Splitting 9Volts to +/- 4.5v?

[jwhitmore]

There's an answer to this question in the FAQ [1], question "Power Supply - What is V.R., V.B, VREF, 1/2V+ etc....?". Basically you connect the input voltage, (9v) across two equal value resistors in series. You can now make ground or the reference voltage the center of the two resistors in series. That point has a voltage of 4.5V relative to the -Ve input of the power supply but if you use that point as ground you have +4.5 and -4.5 as the two terminals of the input power supply.

I'm happy with that, but unsure of the value of the resistors being used and why. In the example from [1] 2 10K resistors were used in series, which means with nothing else connected you have 9V/20,000 Amps being drawn in idle, or 0.45mA. It's easy to deal with the series resistors in isolation but if you add circuits to the +ve and -ve side of the reference voltage you're putting another effective resistance in parallel with the two 10K resistors, so you no longer have two equal value resistors in series, but 10k || PosR? and 10k || NegR?

And what does all this mean if you have a circuit that's hungry and wants 200mA as opposed to a circuit that only needs 50mA. Should the two 10k resistors be changed to higher/lower value resistors, depending on power hungry circuits?
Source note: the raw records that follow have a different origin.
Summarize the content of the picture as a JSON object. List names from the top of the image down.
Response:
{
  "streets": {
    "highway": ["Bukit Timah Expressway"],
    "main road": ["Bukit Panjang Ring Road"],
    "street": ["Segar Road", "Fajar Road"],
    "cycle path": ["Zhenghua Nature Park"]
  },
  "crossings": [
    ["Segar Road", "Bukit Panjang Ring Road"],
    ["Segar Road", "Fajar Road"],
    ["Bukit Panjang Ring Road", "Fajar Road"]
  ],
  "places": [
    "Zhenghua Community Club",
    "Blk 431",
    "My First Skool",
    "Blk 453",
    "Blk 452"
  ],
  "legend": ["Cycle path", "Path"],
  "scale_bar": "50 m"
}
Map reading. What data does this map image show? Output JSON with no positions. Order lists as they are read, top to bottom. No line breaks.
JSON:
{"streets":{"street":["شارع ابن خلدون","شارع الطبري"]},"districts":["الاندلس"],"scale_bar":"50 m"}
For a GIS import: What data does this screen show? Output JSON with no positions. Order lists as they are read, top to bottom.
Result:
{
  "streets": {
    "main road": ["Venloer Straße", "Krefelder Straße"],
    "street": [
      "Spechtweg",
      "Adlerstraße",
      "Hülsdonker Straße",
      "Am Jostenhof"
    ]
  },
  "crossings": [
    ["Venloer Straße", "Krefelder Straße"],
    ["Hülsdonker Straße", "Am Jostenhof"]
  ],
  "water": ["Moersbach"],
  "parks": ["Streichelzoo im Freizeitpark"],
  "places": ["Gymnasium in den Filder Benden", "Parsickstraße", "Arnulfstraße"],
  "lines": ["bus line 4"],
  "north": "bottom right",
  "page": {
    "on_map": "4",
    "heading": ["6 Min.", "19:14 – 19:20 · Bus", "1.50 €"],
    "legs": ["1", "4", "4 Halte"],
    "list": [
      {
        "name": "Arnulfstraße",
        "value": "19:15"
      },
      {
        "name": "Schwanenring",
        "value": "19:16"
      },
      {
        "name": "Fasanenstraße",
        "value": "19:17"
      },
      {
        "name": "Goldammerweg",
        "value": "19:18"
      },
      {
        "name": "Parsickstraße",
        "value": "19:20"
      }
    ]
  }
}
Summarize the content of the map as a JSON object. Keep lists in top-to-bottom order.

This all probably changes depending on what you're circuit looks like. I'm only talking about +/-4.5 as I want to use an opamp and maybe in that case a opamp has a very high input resistance, but then does it depends on the configuration of the Amp? Inverting/Non Inverting, soft/hard clipping.

I'm trying to think of a +/- power supply which I can just use without worrying about all this and wondering what should I use, or is there a simple IC that you put in 9V and get the +/- voltages and not have to worry about resistances in parallel or configurations of Amps. Maybe you don't have to worry about all that and two 10k resistors will just always work? But if it's engineering there's probably trade offs involved

Might go and look at digikey or something. There might be a part like a 7805 which is two LDOs glued together

[1] https://aronnelson.com/diywiki/index.php/Frequently_Asked_Questions_(DIY_FAQ)#POWER_SUPPLY

[GibsonGM]

Welcome to the forum!   I'm no guru, and someone will have a fuller explanation shortly I bet, but here is what I understand:

The 2 R's are creating a bias voltage for an active device such as a transistor or opamp...the current required of this network is extremely low, uA.   So you should never have a situation where that divider can't provide it...you can APPROACH this situation in something like an MXR Dist +, which uses 1M to 'starve' the opamp a little, but it still functions.   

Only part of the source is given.